O estado burguês e a favela do Moinho: a luta por moradia digna no coração de São Paulo
Diante das ameaças de remoção, a Associação de Moradores da Favela do Moinho, em articulação com redes de apoio, passou a exigir soluções habitacionais urgentes e compatíveis com a realidade local, dando início a uma série de mobilizações.

Ato do dia 15/04, que teve como destino a Câmara dos Vereadores de São Paulo. Foto: Jornal o Futuro.
A Favela do Moinho — última remanescente no centro de São Paulo — será removida de seu território. Ali vivem mais de 900 famílias de trabalhadores e dezenas de comércios sob o Viaduto Orlando Murgel, entre as linhas 7‑Rubi e 8‑Diamante da Companhia Paulista de Trens Metropolitanos (CPTM), no bairro Campos Elíseos. A ocupação começou há mais de 30 anos, no terreno onde funcionava o moinho de farinha Matarazzo. Há 16 anos, essa área, de propriedade da União, é alvo de disputa. Desde então, a comunidade enfrenta constantes episódios de tensão, que vão de ameaças de despejo a incêndios criminosos.
Em 2024, o governo estadual pediu à União a transferência do terreno ocupado pela Favela do Moinho, com o objetivo de promover a “maior intervenção urbana” já prevista para os Campos Elíseos. O plano articula três Parcerias Público‑Privadas: Trens Urbanos, Regeneração Urbana e a nova sede do governo paulista — que reunirá 28 secretarias, 36 órgãos, comandos policiais, além de shopping, parque, espaço cultural e trem turístico. Em março de 2025, ocorreu o leilão da PPP Trens Urbanos, que prevê a concessão de 25 anos das linhas férreas e a construção da estação Bom Retiro sobre parte da comunidade.
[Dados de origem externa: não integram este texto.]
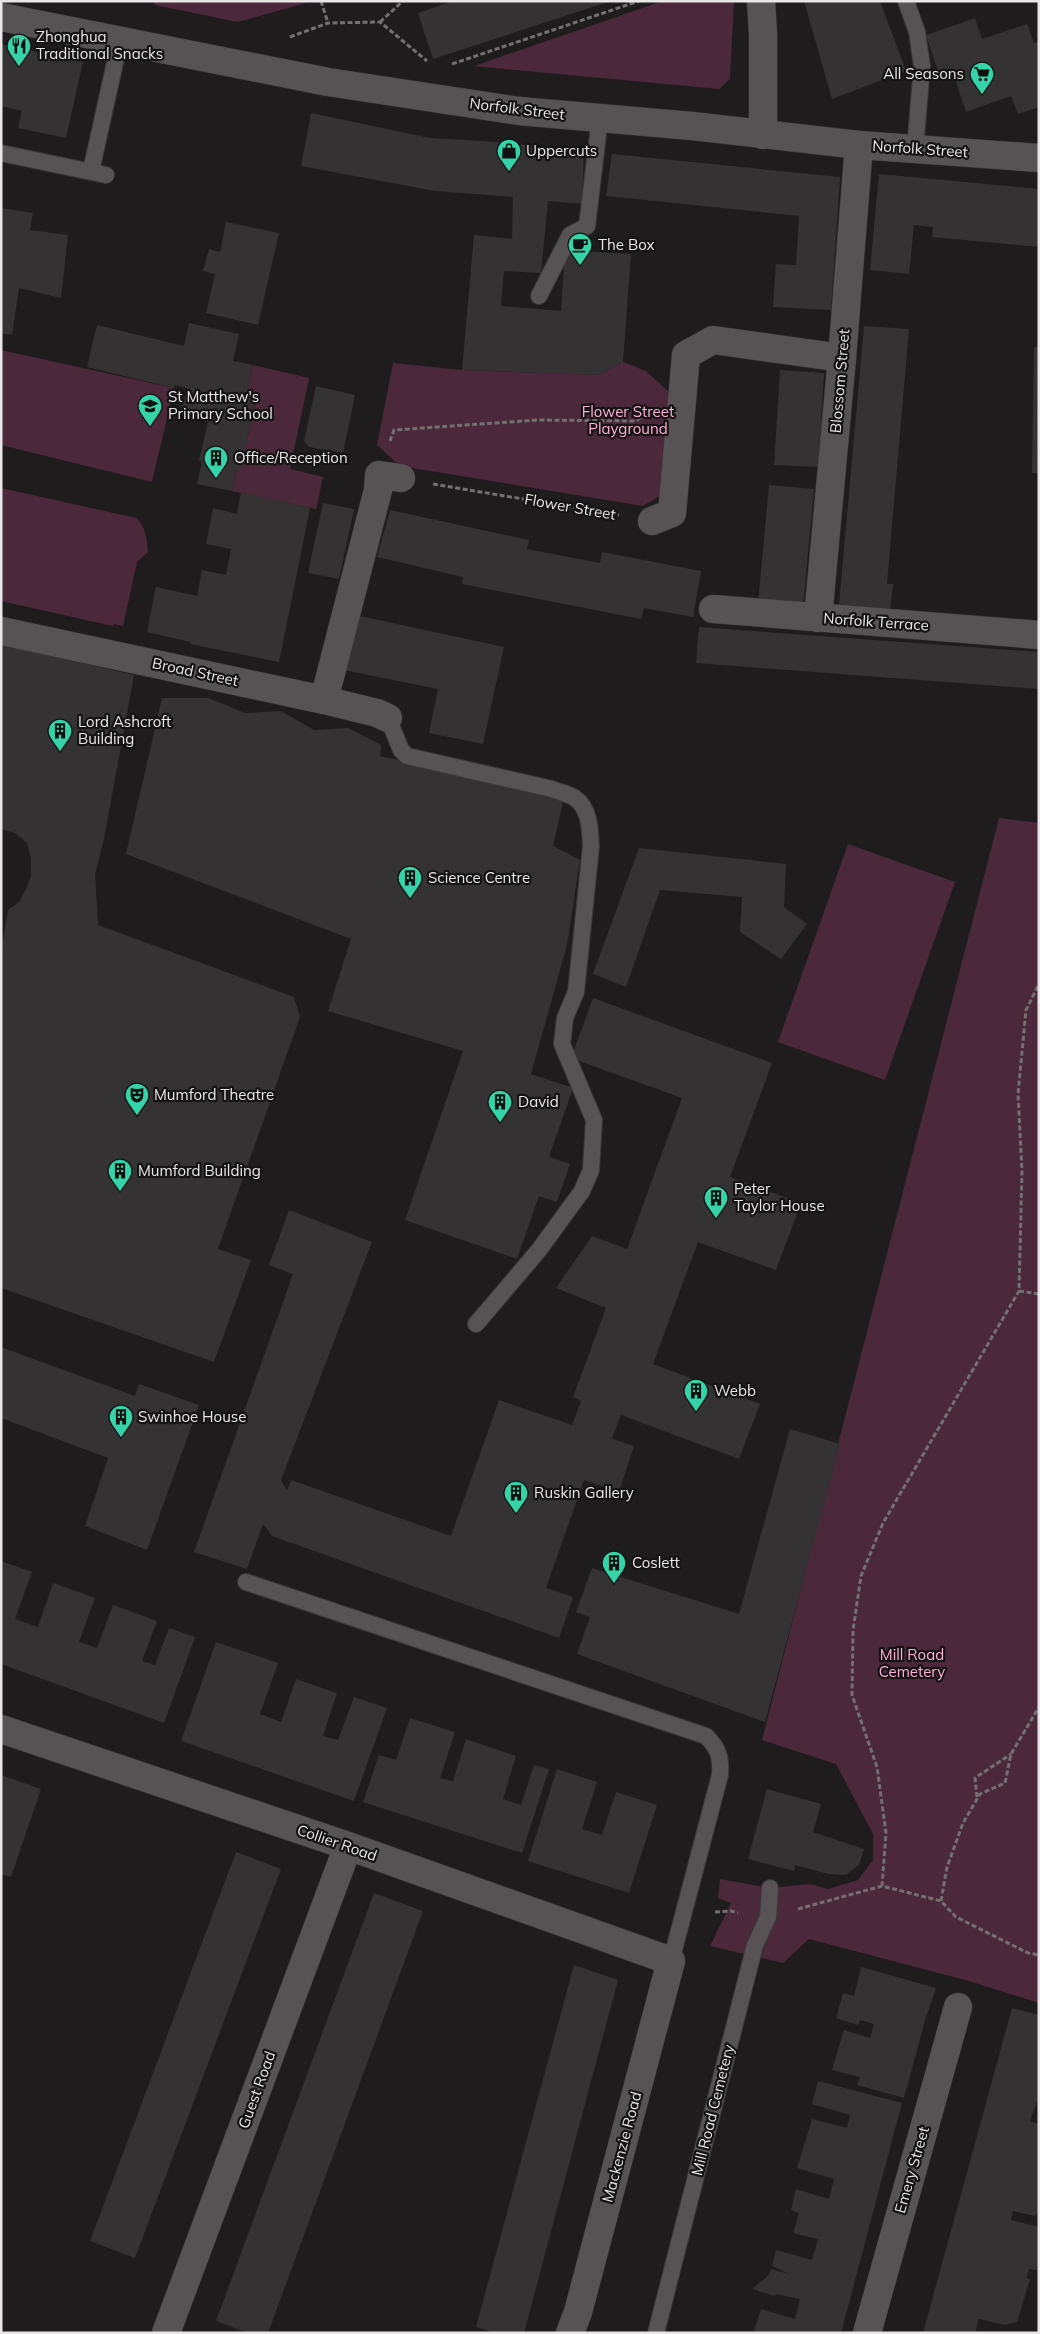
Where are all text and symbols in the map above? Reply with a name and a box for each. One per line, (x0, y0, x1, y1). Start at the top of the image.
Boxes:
place label: Zhonghua Traditional Snacks (36, 27, 163, 63)
restaurant icon: Zhonghua Traditional Snacks (6, 33, 32, 67)
supermarket icon: All Seasons (969, 61, 995, 95)
place label: All Seasons (883, 64, 964, 83)
street label: Norfolk Street (468, 93, 566, 124)
street label: Norfolk Street (872, 136, 968, 161)
shop icon: Uppercuts (496, 138, 522, 172)
place label: Uppercuts (526, 141, 597, 160)
cafe icon: The Box (567, 232, 593, 266)
place label: The Box (598, 235, 655, 254)
street label: Blossom Street (825, 328, 854, 434)
place label: St Matthew's Primary School (168, 387, 273, 423)
school or university icon: St Matthew's Primary School (137, 393, 163, 427)
park label: Flower Street Playground (582, 402, 674, 438)
building icon: Office/Reception (203, 445, 229, 479)
place label: Office/Reception (234, 448, 348, 467)
street label: Flower Street (523, 489, 617, 524)
street label: Norfolk Terrace (823, 608, 929, 635)
street label: Broad Street (150, 653, 240, 690)
place label: Lord Ashcroft Building (78, 712, 171, 748)
building icon: Lord Ashcroft Building (47, 718, 73, 752)
building icon: Science Centre (397, 865, 423, 899)
place label: Science Centre (428, 868, 530, 887)
theatre icon: Mumford Theatre (124, 1082, 150, 1116)
place label: Mumford Theatre (154, 1085, 274, 1104)
building icon: David (487, 1089, 513, 1123)
place label: David (518, 1092, 559, 1111)
building icon: Mumford Building (107, 1158, 133, 1192)
place label: Mumford Building (138, 1161, 261, 1180)
place label: Peter Taylor House (734, 1179, 825, 1215)
building icon: Peter Taylor House (703, 1185, 729, 1219)
building icon: Webb (683, 1378, 709, 1412)
place label: Webb (714, 1381, 756, 1400)
building icon: Swinhoe House (108, 1404, 134, 1438)
place label: Swinhoe House (138, 1407, 246, 1426)
building icon: Ruskin Gallery (503, 1480, 529, 1514)
place label: Ruskin Gallery (534, 1483, 634, 1502)
building icon: Coslett (601, 1550, 627, 1584)
place label: Coslett (632, 1553, 680, 1572)
park label: Mill Road Cemetery (879, 1645, 945, 1681)
street label: Collier Road (295, 1820, 380, 1865)
street label: Mill Road Cemetery (687, 2042, 738, 2177)
street label: Guest Road (234, 2048, 279, 2131)
street label: Mackenzie Road (598, 2089, 645, 2204)
street label: Emery Street (890, 2124, 933, 2215)

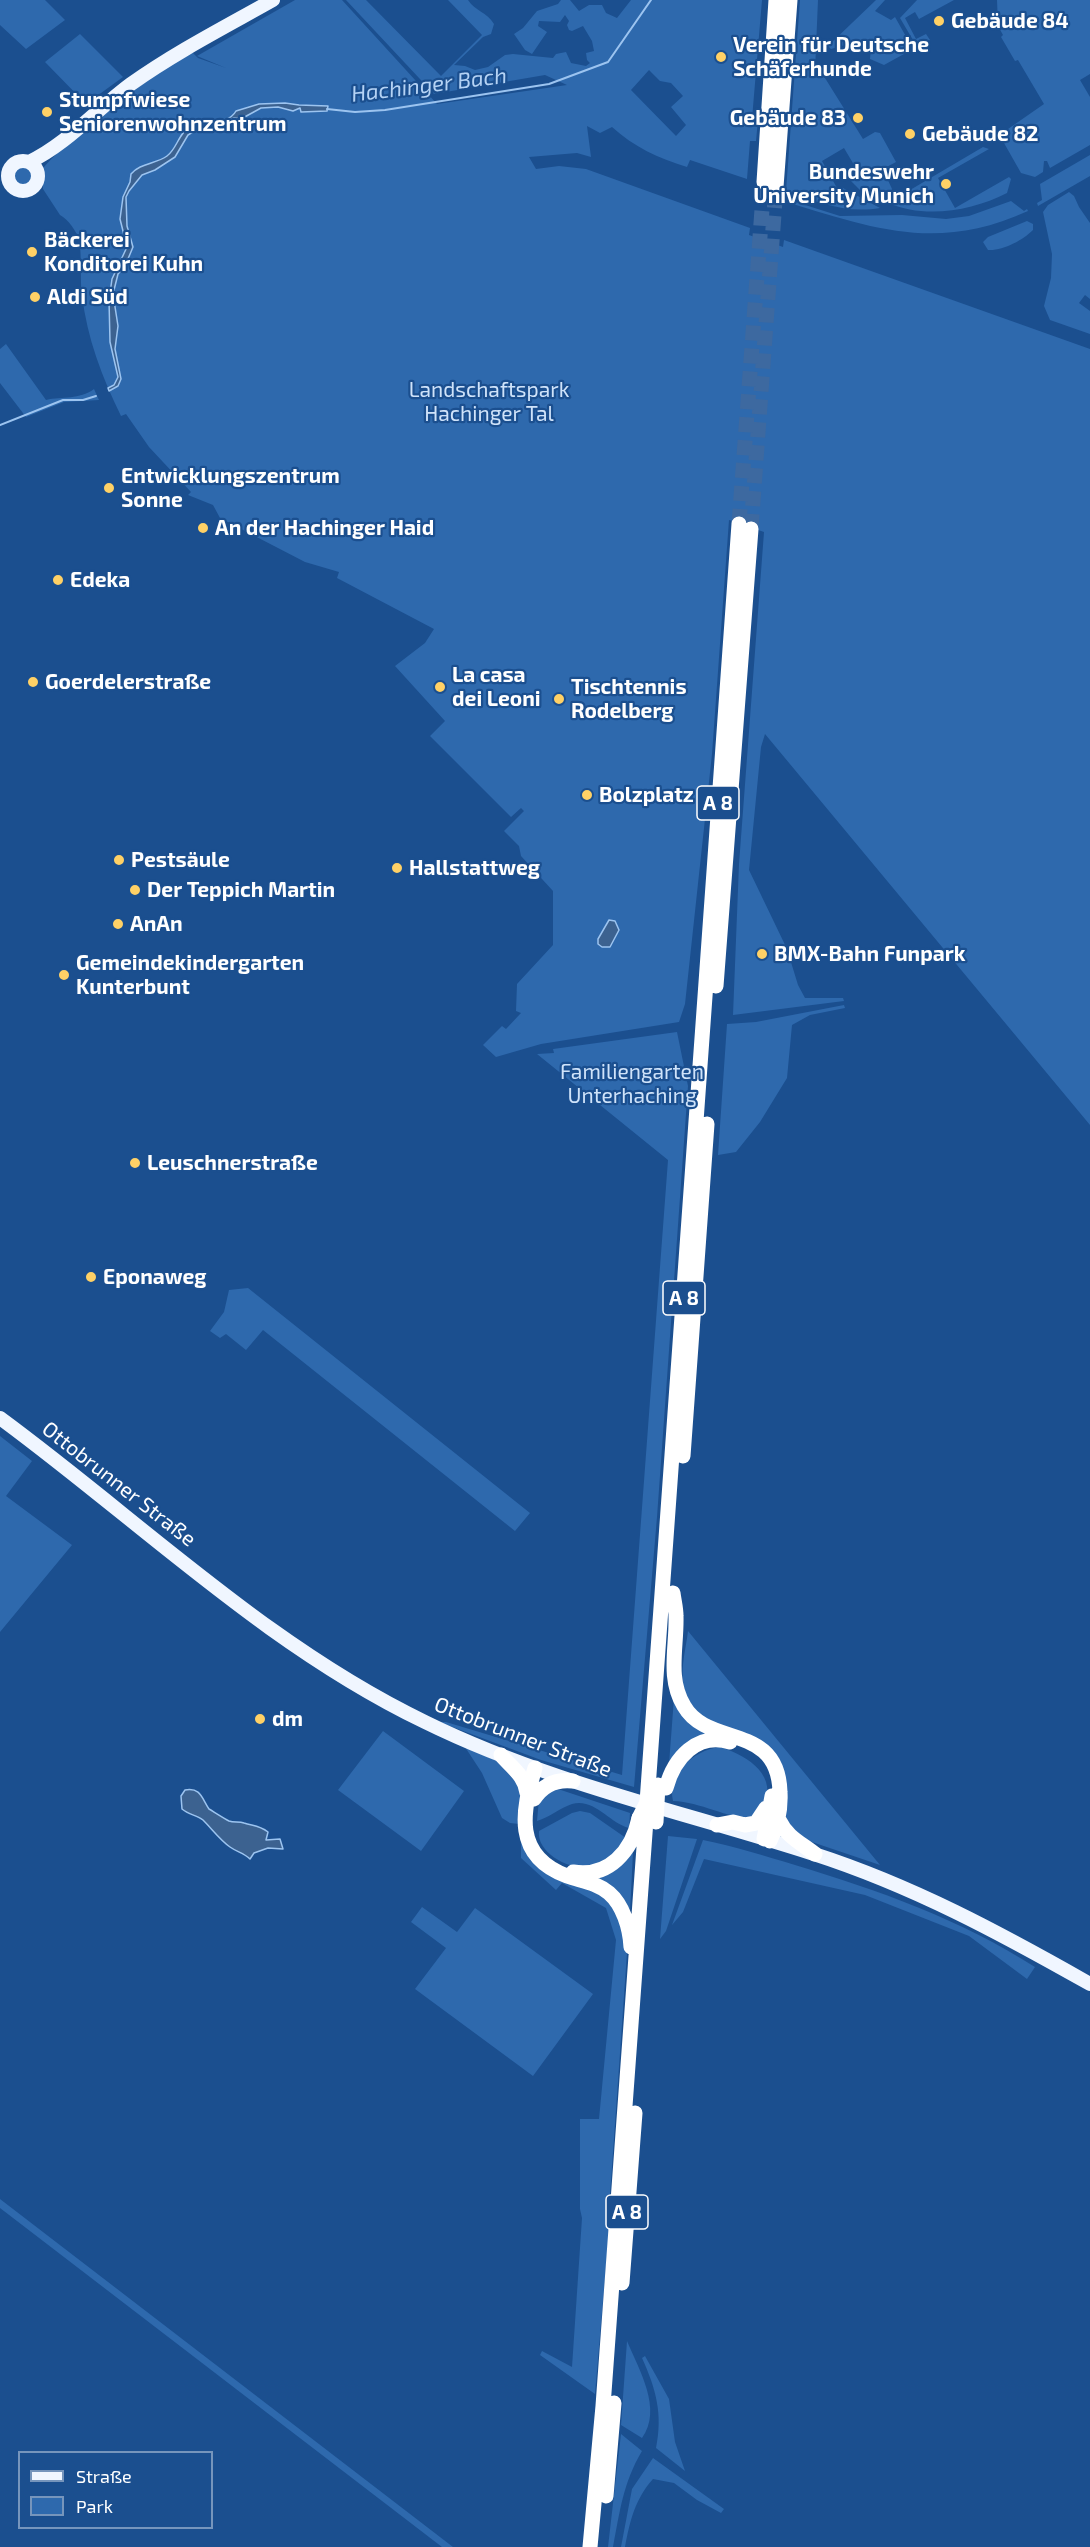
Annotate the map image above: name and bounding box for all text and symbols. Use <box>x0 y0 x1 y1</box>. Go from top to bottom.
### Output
place label: Gebäude 84 <box>951 8 1069 34</box>
marker: Gebäude 84 <box>932 14 946 28</box>
place label: Verein für Deutsche Schäferhunde <box>733 32 929 82</box>
marker: Verein für Deutsche Schäferhunde <box>714 50 728 64</box>
water label: Hachinger Bach <box>350 62 508 108</box>
place label: Stumpfwiese Seniorenwohnzentrum <box>59 87 287 137</box>
marker: Stumpfwiese Seniorenwohnzentrum <box>40 105 54 119</box>
place label: Gebäude 83 <box>730 105 846 131</box>
marker: Gebäude 83 <box>851 111 865 125</box>
place label: Gebäude 82 <box>922 121 1039 147</box>
marker: Gebäude 82 <box>903 127 917 141</box>
place label: Bundeswehr University Munich <box>753 159 934 209</box>
marker: Bundeswehr University Munich <box>939 177 953 191</box>
place label: Bäckerei Konditorei Kuhn <box>44 227 203 277</box>
marker: Bäckerei Konditorei Kuhn <box>25 245 39 259</box>
place label: Aldi Süd <box>47 284 128 310</box>
marker: Aldi Süd <box>28 290 42 304</box>
park label: Landschaftspark Hachinger Tal <box>409 377 569 427</box>
place label: Entwicklungszentrum Sonne <box>121 463 340 513</box>
marker: Entwicklungszentrum Sonne <box>102 481 116 495</box>
place label: An der Hachinger Haid <box>215 515 434 541</box>
marker: An der Hachinger Haid <box>196 521 210 535</box>
place label: Edeka <box>70 567 130 593</box>
marker: Edeka <box>51 573 65 587</box>
place label: La casa dei Leoni <box>452 662 541 712</box>
place label: Goerdelerstraße <box>45 669 211 695</box>
place label: Tischtennis Rodelberg <box>571 674 687 724</box>
marker: Goerdelerstraße <box>26 675 40 689</box>
marker: La casa dei Leoni <box>433 680 447 694</box>
marker: Tischtennis Rodelberg <box>552 692 566 706</box>
place label: Bolzplatz <box>599 782 694 808</box>
road number: A 8 <box>697 786 739 820</box>
marker: Bolzplatz <box>580 788 594 802</box>
place label: Pestsäule <box>131 847 230 873</box>
marker: Pestsäule <box>112 853 126 867</box>
place label: Hallstattweg <box>409 855 540 881</box>
marker: Hallstattweg <box>390 861 404 875</box>
place label: Der Teppich Martin <box>147 877 335 903</box>
marker: Der Teppich Martin <box>128 883 142 897</box>
place label: AnAn <box>130 911 183 937</box>
marker: AnAn <box>111 917 125 931</box>
place label: BMX-Bahn Funpark <box>774 941 965 967</box>
marker: BMX-Bahn Funpark <box>755 947 769 961</box>
place label: Gemeindekindergarten Kunterbunt <box>76 950 304 1000</box>
marker: Gemeindekindergarten Kunterbunt <box>57 968 71 982</box>
park label: Familiengarten Unterhaching <box>560 1059 704 1109</box>
place label: Leuschnerstraße <box>147 1150 318 1176</box>
marker: Leuschnerstraße <box>128 1156 142 1170</box>
place label: Eponaweg <box>103 1264 207 1290</box>
marker: Eponaweg <box>84 1270 98 1284</box>
road number: A 8 <box>663 1281 705 1315</box>
street label: Ottobrunner Straße <box>37 1416 201 1552</box>
street label: Ottobrunner Straße <box>431 1692 615 1782</box>
place label: dm <box>272 1706 303 1732</box>
marker: dm <box>253 1712 267 1726</box>
road number: A 8 <box>606 2195 648 2229</box>
legend <box>18 2451 213 2529</box>
text: Straße <box>76 2465 132 2487</box>
text: Park <box>76 2495 113 2517</box>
A remoção da Favela do Moinho é considerada como pré‑requisito para a valorização imobiliária da região, embasada num discurso higienista que liga sua população ao tráfico de drogas e à Cracolândia. Essa narrativa, porém, é rechaçada por lideranças locais e movimentos contrários à remoção, que denunciam o uso da Cracolândia como pretexto para legitimar o processo. O governo, por sua vez, incorpora o discurso de “revitalização do centro”, reforçando sua agenda voltada à segurança pública e à especulação imobiliária. A política de segurança, aliás, é uma das principais vitrines da gestão Tarcísio, que chegou a vincular a Moinho a um suposto bunker do crime organizado — estratégia evidente de criminalização da pobreza e de estigmatização dos territórios populares.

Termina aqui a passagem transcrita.